EXERCISE BRIEF:
In the listing below, the lines from the first through the one with "padding:2px 8px; background:#1d2633;" are to be copied word for word.

INPUT MATERIAL:
--*--
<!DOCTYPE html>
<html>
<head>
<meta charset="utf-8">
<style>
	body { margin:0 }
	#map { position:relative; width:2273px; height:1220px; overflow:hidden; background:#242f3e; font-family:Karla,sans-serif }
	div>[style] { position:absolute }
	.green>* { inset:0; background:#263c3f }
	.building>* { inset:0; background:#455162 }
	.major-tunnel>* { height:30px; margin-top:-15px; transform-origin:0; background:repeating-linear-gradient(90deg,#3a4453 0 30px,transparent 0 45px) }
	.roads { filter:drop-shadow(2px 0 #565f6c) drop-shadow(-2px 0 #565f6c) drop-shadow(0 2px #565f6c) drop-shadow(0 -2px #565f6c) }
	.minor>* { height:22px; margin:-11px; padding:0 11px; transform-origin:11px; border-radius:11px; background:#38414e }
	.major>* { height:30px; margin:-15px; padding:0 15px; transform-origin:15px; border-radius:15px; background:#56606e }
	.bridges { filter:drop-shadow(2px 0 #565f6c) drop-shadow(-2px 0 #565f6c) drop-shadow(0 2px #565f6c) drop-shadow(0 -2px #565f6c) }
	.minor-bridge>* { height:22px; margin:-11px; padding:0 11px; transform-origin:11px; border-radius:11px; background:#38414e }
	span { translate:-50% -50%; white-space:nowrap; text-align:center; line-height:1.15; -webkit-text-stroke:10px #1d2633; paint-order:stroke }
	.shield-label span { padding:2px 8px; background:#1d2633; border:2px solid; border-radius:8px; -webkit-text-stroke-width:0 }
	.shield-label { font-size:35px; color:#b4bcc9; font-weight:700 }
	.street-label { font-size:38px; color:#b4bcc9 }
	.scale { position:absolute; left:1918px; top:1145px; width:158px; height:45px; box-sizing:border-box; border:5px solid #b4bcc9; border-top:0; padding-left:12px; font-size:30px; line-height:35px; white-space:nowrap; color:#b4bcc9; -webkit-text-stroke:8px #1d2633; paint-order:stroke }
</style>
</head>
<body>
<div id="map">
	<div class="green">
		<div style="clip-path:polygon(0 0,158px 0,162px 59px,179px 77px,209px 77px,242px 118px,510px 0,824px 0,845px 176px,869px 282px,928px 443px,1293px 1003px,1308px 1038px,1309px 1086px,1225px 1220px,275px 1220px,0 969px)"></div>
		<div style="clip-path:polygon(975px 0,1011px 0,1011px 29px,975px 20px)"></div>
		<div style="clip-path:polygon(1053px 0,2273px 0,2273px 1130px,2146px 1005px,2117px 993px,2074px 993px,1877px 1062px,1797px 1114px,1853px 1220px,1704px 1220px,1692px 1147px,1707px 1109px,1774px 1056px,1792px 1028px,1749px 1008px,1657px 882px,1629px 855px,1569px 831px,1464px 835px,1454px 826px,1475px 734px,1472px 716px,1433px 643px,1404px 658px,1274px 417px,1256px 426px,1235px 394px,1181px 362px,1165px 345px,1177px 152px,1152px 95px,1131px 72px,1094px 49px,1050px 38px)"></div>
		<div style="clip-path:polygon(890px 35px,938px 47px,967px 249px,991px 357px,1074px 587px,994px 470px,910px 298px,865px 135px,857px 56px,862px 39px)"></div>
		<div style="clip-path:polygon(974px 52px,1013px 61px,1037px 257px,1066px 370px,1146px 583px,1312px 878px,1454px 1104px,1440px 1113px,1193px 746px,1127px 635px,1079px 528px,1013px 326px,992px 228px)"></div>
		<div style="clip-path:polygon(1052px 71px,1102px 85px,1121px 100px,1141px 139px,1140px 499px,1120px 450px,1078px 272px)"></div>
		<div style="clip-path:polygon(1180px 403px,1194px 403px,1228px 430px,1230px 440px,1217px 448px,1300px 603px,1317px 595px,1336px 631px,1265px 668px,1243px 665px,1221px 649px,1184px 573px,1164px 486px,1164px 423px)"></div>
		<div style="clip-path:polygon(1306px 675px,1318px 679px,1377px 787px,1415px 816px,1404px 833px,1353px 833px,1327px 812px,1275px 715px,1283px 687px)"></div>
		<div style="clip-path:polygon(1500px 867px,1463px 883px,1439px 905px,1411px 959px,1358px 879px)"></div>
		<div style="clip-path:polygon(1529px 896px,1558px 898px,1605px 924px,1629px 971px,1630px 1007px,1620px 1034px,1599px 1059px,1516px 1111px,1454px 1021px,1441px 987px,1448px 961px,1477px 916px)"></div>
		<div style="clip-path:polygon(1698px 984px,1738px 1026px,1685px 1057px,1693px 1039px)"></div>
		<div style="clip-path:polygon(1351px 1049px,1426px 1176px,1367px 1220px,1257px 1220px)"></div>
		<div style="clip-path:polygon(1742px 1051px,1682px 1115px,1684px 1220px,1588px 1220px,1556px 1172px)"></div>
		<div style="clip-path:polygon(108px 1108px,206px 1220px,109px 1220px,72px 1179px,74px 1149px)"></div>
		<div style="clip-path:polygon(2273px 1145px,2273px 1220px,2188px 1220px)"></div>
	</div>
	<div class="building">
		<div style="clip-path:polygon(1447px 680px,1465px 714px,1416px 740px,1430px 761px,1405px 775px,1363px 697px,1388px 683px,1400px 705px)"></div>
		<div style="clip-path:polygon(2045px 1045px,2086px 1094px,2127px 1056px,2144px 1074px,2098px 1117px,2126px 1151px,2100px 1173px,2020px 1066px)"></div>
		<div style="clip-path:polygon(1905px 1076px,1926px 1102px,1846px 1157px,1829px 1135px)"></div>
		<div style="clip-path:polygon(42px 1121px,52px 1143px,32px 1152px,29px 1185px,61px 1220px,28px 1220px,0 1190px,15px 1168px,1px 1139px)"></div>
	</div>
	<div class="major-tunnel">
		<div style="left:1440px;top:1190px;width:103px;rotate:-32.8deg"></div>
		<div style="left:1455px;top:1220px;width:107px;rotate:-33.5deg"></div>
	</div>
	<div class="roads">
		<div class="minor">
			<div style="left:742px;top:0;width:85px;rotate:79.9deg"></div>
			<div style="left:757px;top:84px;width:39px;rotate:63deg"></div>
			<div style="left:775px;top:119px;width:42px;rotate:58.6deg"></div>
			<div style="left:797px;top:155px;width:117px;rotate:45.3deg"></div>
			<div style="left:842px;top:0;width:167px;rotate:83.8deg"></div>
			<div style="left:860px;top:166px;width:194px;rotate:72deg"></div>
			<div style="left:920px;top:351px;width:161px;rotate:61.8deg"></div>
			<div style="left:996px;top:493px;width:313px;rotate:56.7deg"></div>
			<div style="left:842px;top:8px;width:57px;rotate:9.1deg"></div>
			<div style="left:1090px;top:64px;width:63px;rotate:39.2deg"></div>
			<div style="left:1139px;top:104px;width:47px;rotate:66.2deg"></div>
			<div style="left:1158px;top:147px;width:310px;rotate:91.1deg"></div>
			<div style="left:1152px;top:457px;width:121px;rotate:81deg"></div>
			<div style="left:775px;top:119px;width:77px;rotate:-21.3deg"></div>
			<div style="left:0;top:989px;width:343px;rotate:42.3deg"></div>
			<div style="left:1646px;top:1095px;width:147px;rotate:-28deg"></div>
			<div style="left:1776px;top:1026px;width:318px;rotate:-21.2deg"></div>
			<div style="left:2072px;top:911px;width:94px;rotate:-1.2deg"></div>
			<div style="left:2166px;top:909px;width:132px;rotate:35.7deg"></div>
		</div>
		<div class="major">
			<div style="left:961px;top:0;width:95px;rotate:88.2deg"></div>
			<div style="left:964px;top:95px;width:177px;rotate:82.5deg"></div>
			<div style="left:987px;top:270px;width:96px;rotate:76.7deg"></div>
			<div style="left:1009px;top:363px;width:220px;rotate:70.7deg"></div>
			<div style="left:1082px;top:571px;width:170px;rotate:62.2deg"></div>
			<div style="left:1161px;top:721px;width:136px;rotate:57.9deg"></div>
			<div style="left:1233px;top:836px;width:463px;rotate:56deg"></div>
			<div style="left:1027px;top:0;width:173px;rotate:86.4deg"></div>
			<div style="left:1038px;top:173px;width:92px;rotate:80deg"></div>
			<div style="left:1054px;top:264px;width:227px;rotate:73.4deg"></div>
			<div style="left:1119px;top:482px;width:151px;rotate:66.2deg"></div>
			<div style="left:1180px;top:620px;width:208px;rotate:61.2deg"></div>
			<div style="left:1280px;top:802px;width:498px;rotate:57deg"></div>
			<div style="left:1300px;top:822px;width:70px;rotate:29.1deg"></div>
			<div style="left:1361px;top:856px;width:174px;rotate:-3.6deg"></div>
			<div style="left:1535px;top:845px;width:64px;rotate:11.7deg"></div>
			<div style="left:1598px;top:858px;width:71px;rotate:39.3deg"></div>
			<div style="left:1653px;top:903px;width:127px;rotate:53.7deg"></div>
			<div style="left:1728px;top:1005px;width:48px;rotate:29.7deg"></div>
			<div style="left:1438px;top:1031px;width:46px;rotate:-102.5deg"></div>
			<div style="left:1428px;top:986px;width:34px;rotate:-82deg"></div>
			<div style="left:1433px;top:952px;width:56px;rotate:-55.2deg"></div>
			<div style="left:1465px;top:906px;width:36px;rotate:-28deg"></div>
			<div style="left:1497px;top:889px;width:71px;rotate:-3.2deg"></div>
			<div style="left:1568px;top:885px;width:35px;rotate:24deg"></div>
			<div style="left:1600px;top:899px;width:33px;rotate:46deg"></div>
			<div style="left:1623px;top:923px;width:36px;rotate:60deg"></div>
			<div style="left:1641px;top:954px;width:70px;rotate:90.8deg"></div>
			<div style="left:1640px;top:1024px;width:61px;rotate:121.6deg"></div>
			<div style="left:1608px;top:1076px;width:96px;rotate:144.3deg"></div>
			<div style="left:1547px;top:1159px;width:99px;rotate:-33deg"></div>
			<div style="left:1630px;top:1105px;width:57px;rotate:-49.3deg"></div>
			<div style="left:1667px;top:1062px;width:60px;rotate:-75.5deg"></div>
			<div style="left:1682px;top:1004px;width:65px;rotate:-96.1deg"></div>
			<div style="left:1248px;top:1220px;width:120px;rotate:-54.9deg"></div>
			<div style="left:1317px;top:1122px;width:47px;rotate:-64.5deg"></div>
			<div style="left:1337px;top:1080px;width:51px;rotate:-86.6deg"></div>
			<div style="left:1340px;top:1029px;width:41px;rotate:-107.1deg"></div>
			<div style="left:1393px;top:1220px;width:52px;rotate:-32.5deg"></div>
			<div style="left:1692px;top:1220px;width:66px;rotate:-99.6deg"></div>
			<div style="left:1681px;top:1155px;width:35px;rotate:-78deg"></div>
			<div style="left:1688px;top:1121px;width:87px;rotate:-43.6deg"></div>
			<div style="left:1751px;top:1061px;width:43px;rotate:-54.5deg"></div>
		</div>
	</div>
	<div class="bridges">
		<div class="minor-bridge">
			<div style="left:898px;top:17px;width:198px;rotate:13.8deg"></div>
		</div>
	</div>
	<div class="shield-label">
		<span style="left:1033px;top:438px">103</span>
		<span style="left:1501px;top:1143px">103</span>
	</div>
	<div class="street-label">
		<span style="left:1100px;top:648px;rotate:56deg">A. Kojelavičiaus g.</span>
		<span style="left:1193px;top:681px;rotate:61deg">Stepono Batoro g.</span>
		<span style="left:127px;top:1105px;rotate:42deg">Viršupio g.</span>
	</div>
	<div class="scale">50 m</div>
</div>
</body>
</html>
--*--
EXPECTED ANSWER:
<!DOCTYPE html>
<html>
<head>
<meta charset="utf-8">
<style>
	body { margin:0 }
	#map { position:relative; width:2273px; height:1220px; overflow:hidden; background:#242f3e; font-family:Karla,sans-serif }
	div>[style] { position:absolute }
	.green>* { inset:0; background:#263c3f }
	.building>* { inset:0; background:#455162 }
	.major-tunnel>* { height:30px; margin-top:-15px; transform-origin:0; background:repeating-linear-gradient(90deg,#3a4453 0 30px,transparent 0 45px) }
	.roads { filter:drop-shadow(2px 0 #565f6c) drop-shadow(-2px 0 #565f6c) drop-shadow(0 2px #565f6c) drop-shadow(0 -2px #565f6c) }
	.minor>* { height:22px; margin:-11px; padding:0 11px; transform-origin:11px; border-radius:11px; background:#38414e }
	.major>* { height:30px; margin:-15px; padding:0 15px; transform-origin:15px; border-radius:15px; background:#56606e }
	.bridges { filter:drop-shadow(2px 0 #565f6c) drop-shadow(-2px 0 #565f6c) drop-shadow(0 2px #565f6c) drop-shadow(0 -2px #565f6c) }
	.minor-bridge>* { height:22px; margin:-11px; padding:0 11px; transform-origin:11px; border-radius:11px; background:#38414e }
	span { translate:-50% -50%; white-space:nowrap; text-align:center; line-height:1.15; -webkit-text-stroke:10px #1d2633; paint-order:stroke }
	.shield-label span { padding:2px 8px; background:#1d2633; border:2px solid; border-radius:8px; -webkit-text-stroke-width:0 }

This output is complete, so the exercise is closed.